Harassed by these doubts her eyes wandered over Oliver's slender, well-knit muscular figure as he stood whispering to Miss Clendenning. She noticed the fine, glossy hair brushed from the face and worn long in the neck, curling behind the ears. She noted every movement of his body: the graceful way in which he talked with his hands, using his fingers to accentuate his words, and the way in which he shrugged his shoulders—the shrug of a Frenchman, although not a drop of their blood could be found in his veins—and in the quick lifting of the hand and the sidelong glance of the eye, all so characteristic of Richard when some new thought or theory reached his brain for the first time. Gradually and unconsciously she began to compare each feature of Oliver's face with that of the father who stood beside him: the alert blue, eyes; overhanging brow and soft silkiness of the hair—identically the name, even the way it lay in the neck. And again she looked at Richard, drawing the bow as if in a dream.
Instantly a thought entered her mind that drove the blood from her cheeks. These vacillations of her husband's! This turning from one thing to another—first the law, then these inventions that never lead anywhere, and now Oliver beginning in the same way, almost in the same steps! Could these traits be handed down to the children? Would Oliver be like Richard in——
Instinctively she stopped short before the disloyal thought could form itself in her brain, straightened herself in her chair, and closed her lips tight.
The music ceased; Nathan laid his flute on the piano; Unger rose from his seat, and Richard turned to talk to Miss Clendenning. But she was unmindful of it all—she still sat in her chair, her eyes searching the blazing logs, her hands in her lap.
Only Malachi with his silver tray recalled her to consciousness.
CHAPTER III
THE OPEN-AIR DRAWING-ROOMS OF KENNIDY SQUARE
If in the long summer days Kennedy Square was haunted by the idle and the weary, in the cool summer nights its dimly lighted paths were alive with the tread of flying feet, and its shadowy benches gay with the music of laughter and merry greetings.
With the going down of the sun, the sidewalks were sprinkled, and the whole street about the Square watered from curb to curb, to cool its sun-baked cobbles. The doors and windows of all the houses were thrown wide to welcome the fresh night-air, laden with the perfume of magnolia, jasmine, and sweet-smelling box. Easy-chairs and cushions were brought out and placed on the clean steps of the porches, and the wide piazzas covered with squares of china-matting to make ready for the guests of the evening.
These guests would begin to gather as soon as the twilight settled; the young girls in their pretty muslin frocks and ribbons, the young men in white duck suits and straw hats.
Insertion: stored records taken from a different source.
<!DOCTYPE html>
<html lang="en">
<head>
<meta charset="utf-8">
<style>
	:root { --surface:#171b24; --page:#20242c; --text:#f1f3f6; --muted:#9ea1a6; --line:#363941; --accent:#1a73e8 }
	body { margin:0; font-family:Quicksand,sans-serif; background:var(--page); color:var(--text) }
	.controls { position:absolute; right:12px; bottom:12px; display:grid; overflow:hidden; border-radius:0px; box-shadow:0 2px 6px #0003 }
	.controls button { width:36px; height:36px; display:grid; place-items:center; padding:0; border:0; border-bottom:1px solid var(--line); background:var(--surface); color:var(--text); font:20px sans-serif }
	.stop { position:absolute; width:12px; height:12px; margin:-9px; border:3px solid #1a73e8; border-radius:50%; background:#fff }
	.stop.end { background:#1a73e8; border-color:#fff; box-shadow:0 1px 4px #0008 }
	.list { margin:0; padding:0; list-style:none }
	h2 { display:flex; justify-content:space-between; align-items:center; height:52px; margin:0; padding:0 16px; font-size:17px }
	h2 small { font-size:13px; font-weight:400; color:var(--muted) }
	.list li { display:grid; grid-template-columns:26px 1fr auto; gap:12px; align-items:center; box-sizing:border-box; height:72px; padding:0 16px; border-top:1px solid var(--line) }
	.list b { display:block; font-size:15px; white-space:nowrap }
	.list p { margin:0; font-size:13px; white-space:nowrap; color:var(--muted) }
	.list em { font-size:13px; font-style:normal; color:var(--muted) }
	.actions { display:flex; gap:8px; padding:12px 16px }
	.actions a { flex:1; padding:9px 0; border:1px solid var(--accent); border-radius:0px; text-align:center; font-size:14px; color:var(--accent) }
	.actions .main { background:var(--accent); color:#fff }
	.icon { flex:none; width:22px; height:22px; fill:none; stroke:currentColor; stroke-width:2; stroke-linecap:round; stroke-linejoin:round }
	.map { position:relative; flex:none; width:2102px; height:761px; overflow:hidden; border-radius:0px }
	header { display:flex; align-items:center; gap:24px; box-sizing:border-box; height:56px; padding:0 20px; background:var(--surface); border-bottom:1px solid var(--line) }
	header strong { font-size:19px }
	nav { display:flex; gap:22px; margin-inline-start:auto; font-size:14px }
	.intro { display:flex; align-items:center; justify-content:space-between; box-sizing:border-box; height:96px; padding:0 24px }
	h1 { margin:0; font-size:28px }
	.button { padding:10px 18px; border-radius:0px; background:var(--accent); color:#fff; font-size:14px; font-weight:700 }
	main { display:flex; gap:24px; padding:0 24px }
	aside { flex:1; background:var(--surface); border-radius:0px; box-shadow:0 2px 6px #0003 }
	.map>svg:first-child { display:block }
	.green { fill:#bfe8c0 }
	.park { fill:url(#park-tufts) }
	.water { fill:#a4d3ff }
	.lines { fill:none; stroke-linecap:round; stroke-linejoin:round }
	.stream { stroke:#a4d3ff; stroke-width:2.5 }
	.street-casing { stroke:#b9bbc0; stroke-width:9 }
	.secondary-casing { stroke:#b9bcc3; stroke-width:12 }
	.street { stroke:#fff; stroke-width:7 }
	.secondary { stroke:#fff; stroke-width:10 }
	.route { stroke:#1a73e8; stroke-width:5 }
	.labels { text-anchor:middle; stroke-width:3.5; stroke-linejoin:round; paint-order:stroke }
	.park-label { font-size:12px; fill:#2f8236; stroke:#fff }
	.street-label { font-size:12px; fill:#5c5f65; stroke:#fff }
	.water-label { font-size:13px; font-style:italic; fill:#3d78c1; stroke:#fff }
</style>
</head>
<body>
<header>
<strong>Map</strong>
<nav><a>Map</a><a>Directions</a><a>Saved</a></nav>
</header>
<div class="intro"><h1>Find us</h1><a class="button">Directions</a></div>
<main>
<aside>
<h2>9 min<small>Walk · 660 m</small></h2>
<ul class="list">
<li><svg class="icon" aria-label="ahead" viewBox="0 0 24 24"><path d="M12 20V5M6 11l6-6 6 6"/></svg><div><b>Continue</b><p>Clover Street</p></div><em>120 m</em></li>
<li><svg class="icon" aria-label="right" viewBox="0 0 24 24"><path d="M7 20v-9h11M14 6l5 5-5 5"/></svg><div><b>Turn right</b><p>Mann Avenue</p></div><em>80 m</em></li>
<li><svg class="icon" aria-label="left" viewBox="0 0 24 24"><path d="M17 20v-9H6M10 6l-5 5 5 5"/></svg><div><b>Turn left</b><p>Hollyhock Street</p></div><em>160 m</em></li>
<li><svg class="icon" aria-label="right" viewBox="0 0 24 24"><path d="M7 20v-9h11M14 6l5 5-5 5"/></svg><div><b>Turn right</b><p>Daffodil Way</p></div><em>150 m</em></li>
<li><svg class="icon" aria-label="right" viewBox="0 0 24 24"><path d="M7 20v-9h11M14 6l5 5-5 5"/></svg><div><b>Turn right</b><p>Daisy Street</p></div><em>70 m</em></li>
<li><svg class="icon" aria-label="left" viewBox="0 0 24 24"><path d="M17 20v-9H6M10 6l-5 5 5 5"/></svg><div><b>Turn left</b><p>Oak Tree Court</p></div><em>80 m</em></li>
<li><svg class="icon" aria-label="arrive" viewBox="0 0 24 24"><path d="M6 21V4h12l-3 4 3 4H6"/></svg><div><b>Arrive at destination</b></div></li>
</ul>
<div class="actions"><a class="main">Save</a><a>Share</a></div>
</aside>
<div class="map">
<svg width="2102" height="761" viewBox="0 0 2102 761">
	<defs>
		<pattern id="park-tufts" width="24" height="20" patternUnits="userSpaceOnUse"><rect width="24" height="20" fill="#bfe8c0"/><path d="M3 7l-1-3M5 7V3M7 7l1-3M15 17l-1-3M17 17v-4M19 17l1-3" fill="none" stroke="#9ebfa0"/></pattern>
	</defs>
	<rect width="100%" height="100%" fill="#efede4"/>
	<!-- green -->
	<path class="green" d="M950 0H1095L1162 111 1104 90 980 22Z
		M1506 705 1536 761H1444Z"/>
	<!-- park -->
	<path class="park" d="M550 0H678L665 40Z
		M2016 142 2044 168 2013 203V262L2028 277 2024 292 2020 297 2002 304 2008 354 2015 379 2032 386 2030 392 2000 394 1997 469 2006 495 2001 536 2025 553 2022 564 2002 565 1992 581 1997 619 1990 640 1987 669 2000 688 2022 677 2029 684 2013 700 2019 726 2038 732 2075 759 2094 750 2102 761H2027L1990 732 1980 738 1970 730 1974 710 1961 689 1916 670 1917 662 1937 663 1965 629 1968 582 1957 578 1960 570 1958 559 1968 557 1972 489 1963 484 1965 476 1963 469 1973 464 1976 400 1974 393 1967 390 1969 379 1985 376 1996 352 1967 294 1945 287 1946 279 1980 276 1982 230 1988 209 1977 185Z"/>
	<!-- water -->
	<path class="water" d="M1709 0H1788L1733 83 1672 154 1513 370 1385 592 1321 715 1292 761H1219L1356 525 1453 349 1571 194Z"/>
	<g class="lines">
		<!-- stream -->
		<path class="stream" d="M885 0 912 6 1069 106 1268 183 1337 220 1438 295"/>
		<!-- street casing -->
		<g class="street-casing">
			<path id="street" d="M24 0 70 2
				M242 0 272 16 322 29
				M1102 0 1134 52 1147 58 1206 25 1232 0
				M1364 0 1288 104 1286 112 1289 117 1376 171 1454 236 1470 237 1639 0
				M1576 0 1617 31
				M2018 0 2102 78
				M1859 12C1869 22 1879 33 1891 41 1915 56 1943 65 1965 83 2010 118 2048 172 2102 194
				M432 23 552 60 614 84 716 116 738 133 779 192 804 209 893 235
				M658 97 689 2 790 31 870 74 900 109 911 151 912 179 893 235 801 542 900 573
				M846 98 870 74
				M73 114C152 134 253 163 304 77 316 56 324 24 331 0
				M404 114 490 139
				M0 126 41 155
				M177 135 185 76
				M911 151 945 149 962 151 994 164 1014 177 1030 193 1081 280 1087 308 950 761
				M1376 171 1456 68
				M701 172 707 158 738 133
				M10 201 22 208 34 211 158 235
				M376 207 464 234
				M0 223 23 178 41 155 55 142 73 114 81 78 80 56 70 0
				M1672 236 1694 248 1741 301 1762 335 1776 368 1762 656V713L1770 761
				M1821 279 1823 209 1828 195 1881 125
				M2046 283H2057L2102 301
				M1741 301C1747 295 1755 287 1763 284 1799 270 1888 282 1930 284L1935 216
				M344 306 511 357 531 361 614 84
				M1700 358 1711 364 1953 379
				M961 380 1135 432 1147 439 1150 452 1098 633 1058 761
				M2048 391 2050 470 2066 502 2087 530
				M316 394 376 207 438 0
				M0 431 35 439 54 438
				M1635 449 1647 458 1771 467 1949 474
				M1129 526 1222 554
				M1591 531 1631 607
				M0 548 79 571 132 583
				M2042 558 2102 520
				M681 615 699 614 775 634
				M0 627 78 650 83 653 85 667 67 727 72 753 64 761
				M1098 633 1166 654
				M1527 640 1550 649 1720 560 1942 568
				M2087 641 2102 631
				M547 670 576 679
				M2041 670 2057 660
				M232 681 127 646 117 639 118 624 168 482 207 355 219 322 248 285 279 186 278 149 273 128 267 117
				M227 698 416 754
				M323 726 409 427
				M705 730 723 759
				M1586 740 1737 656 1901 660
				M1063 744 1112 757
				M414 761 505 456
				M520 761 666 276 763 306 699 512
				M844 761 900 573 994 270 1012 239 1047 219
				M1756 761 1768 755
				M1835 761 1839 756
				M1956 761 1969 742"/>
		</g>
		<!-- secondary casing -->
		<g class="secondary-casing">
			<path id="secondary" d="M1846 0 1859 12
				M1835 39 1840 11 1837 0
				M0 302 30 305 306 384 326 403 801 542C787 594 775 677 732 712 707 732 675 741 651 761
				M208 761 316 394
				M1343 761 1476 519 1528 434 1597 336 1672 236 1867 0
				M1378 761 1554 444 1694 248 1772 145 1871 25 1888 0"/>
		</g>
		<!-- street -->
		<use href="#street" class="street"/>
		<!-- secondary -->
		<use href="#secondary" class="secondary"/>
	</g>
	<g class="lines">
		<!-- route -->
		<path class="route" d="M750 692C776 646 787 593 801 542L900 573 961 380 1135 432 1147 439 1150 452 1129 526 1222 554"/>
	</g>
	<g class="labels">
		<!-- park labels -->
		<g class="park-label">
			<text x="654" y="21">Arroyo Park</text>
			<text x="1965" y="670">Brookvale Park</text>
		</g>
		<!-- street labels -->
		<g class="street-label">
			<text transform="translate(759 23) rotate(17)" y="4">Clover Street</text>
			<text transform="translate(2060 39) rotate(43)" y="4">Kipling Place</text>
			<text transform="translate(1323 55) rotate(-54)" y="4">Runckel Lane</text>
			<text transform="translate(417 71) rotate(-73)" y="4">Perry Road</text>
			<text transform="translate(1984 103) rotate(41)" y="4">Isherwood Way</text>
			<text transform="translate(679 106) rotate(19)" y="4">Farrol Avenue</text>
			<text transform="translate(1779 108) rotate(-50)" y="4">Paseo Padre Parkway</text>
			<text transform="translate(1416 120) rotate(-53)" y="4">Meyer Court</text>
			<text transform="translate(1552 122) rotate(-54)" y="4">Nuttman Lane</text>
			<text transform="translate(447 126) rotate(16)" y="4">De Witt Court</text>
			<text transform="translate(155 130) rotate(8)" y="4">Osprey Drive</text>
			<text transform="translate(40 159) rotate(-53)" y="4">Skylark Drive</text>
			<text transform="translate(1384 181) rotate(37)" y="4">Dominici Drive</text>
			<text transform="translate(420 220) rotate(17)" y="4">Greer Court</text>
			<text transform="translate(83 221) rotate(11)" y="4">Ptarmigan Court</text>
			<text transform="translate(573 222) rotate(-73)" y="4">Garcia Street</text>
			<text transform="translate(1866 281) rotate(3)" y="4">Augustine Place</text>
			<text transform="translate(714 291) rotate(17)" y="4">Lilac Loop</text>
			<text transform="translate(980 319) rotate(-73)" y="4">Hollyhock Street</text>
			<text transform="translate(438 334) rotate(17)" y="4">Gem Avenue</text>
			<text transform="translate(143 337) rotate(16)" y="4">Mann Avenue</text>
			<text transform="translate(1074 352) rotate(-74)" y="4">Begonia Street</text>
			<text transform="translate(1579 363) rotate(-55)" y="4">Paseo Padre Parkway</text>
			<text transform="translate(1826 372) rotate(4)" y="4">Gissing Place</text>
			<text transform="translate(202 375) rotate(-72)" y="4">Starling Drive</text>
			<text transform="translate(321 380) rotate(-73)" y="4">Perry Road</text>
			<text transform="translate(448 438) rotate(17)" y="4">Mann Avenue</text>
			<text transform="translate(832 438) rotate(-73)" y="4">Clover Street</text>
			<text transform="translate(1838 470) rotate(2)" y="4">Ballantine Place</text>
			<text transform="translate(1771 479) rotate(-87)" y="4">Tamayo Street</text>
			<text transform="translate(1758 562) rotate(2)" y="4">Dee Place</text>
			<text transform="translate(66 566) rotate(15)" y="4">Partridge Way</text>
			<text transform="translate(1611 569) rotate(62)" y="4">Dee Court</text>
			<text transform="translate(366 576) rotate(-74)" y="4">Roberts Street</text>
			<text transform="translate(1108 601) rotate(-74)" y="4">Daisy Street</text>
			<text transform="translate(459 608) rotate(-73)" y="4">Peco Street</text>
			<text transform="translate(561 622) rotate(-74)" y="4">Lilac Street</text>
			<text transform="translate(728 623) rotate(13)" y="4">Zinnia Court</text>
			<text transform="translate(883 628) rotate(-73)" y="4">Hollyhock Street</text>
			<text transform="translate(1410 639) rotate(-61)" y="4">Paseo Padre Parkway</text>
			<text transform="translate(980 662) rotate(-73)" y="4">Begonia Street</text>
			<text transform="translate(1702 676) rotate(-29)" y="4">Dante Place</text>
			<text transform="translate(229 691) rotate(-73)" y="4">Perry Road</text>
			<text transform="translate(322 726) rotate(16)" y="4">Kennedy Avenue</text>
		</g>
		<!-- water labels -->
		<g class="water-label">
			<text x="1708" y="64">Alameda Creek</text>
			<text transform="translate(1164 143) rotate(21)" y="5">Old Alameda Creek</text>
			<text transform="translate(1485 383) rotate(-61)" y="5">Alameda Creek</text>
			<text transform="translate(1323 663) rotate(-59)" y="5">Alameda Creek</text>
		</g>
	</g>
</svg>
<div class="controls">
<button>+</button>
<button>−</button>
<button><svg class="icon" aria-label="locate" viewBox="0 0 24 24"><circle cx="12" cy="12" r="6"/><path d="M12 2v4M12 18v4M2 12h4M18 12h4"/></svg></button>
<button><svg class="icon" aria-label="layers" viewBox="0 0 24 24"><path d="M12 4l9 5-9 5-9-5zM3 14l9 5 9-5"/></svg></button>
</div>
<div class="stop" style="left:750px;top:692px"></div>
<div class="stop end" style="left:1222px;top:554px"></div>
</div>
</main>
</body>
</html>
They thronged the cool, well-swept paths, chattered in bunches under the big trees, or settled like birds on the stone seats and benches. Every few minutes some new group, fresh from their tea-tables, would emerge from one of the houses, poise like a flock of pigeons on the top step, listen to the guiding sound of the distant laughter, and then swoop down in mad frolic, settling in the midst of the main covey, under the big sycamores until roused at the signal of some male bird in a straw hat, or in answer to the call of some bare-headed songstress from across the Square, the whole covey would dash out one of the rickety gates, only to alight again on the stone steps of a neighbor's porch, where their chatter and pipings would last far into the night.